Reproduce precisely the lines between the start of the data below and the line with "function strokePath(path, color, width, dash)", both included.

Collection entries
[Start of section]

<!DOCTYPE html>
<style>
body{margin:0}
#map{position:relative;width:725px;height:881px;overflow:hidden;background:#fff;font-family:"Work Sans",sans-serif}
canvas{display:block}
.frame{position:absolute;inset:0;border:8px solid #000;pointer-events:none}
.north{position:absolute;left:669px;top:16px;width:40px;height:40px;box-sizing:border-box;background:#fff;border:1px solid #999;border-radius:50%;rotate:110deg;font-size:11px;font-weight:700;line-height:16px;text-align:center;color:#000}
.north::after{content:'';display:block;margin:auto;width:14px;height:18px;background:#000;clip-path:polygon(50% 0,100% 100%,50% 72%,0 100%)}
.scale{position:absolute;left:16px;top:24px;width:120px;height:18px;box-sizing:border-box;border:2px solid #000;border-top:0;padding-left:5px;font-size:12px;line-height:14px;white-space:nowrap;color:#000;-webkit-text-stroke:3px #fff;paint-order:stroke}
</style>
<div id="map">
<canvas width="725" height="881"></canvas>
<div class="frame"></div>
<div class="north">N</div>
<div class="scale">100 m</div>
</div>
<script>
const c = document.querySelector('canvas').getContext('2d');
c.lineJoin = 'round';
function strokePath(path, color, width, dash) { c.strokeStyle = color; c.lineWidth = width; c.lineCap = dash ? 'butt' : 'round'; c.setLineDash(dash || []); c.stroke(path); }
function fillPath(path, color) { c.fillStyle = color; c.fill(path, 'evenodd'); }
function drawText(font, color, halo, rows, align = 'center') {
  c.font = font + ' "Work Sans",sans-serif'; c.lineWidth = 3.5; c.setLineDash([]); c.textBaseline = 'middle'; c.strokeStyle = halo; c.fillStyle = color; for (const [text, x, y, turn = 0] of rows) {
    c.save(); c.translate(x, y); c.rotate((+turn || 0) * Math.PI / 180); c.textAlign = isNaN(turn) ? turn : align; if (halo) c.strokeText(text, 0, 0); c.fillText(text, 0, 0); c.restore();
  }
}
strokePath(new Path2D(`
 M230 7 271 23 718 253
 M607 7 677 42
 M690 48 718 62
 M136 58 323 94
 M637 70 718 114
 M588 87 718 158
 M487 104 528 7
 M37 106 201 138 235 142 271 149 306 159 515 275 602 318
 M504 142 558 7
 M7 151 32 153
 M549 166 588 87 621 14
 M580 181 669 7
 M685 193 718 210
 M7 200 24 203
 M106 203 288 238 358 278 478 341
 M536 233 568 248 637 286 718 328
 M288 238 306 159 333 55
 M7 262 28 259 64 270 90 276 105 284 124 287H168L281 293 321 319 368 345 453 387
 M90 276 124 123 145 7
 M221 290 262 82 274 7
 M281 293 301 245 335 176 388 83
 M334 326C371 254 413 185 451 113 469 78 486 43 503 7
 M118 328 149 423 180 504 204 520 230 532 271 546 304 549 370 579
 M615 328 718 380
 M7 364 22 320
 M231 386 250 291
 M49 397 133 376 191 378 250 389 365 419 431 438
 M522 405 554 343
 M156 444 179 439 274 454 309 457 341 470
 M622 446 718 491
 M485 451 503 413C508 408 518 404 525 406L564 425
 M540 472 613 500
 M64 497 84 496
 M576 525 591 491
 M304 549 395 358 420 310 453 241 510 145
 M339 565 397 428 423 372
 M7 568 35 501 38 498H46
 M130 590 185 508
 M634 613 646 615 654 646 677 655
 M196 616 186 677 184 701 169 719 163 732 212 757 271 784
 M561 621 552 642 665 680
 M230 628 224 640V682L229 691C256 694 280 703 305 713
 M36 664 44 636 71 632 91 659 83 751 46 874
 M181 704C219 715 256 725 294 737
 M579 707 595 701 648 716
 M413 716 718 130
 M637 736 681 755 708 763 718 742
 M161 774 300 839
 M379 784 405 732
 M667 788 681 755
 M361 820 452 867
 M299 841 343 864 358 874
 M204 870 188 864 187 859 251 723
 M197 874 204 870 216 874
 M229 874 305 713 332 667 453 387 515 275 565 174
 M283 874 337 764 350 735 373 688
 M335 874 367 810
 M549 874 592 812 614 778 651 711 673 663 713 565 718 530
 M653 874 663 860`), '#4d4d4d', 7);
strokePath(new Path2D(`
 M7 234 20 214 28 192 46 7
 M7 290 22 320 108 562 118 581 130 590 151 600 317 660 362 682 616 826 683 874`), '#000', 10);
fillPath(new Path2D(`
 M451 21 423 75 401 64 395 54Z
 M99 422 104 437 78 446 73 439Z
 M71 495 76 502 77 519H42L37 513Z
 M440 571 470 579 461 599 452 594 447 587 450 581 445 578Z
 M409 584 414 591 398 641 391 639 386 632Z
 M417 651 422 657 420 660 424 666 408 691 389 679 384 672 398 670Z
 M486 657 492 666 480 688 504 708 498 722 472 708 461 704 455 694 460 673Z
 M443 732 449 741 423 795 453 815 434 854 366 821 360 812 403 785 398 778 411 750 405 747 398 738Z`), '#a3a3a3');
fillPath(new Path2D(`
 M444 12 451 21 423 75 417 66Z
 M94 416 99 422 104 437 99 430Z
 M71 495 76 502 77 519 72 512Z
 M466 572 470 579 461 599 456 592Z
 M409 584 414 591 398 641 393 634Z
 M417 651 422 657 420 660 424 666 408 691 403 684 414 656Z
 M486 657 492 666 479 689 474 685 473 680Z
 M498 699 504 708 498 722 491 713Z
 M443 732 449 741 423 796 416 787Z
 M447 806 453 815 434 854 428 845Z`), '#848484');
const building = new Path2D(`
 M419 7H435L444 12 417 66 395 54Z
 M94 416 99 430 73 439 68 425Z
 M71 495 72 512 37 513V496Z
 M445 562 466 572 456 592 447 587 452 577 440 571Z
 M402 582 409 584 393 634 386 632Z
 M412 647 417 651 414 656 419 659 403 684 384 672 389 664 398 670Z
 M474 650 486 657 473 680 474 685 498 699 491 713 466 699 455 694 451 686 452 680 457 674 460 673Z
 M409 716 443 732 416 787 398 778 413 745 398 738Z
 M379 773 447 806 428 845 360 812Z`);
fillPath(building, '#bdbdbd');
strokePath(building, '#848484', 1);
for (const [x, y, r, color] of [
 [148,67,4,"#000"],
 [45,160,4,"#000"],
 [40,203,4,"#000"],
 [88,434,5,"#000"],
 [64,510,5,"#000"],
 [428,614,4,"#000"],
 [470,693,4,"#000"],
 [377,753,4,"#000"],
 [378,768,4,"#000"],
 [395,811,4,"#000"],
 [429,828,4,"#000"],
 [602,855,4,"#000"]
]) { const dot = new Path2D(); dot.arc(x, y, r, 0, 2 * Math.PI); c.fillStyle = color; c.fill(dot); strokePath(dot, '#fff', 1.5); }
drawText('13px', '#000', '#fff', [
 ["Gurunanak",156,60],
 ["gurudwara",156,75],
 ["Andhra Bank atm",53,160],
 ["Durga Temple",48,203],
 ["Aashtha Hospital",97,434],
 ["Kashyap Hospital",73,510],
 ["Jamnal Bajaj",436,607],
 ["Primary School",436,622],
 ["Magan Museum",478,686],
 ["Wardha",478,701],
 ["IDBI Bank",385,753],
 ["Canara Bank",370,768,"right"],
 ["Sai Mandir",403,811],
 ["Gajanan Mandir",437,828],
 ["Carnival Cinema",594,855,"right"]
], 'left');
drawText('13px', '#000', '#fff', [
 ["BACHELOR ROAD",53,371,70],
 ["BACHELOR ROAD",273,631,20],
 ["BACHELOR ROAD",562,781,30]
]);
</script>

[End of section]

Output below:
<!DOCTYPE html>
<style>
body{margin:0}
#map{position:relative;width:725px;height:881px;overflow:hidden;background:#fff;font-family:"Work Sans",sans-serif}
canvas{display:block}
.frame{position:absolute;inset:0;border:8px solid #000;pointer-events:none}
.north{position:absolute;left:669px;top:16px;width:40px;height:40px;box-sizing:border-box;background:#fff;border:1px solid #999;border-radius:50%;rotate:110deg;font-size:11px;font-weight:700;line-height:16px;text-align:center;color:#000}
.north::after{content:'';display:block;margin:auto;width:14px;height:18px;background:#000;clip-path:polygon(50% 0,100% 100%,50% 72%,0 100%)}
.scale{position:absolute;left:16px;top:24px;width:120px;height:18px;box-sizing:border-box;border:2px solid #000;border-top:0;padding-left:5px;font-size:12px;line-height:14px;white-space:nowrap;color:#000;-webkit-text-stroke:3px #fff;paint-order:stroke}
</style>
<div id="map">
<canvas width="725" height="881"></canvas>
<div class="frame"></div>
<div class="north">N</div>
<div class="scale">100 m</div>
</div>
<script>
const c = document.querySelector('canvas').getContext('2d');
c.lineJoin = 'round';
function strokePath(path, color, width, dash) { c.strokeStyle = color; c.lineWidth = width; c.lineCap = dash ? 'butt' : 'round'; c.setLineDash(dash || []); c.stroke(path); }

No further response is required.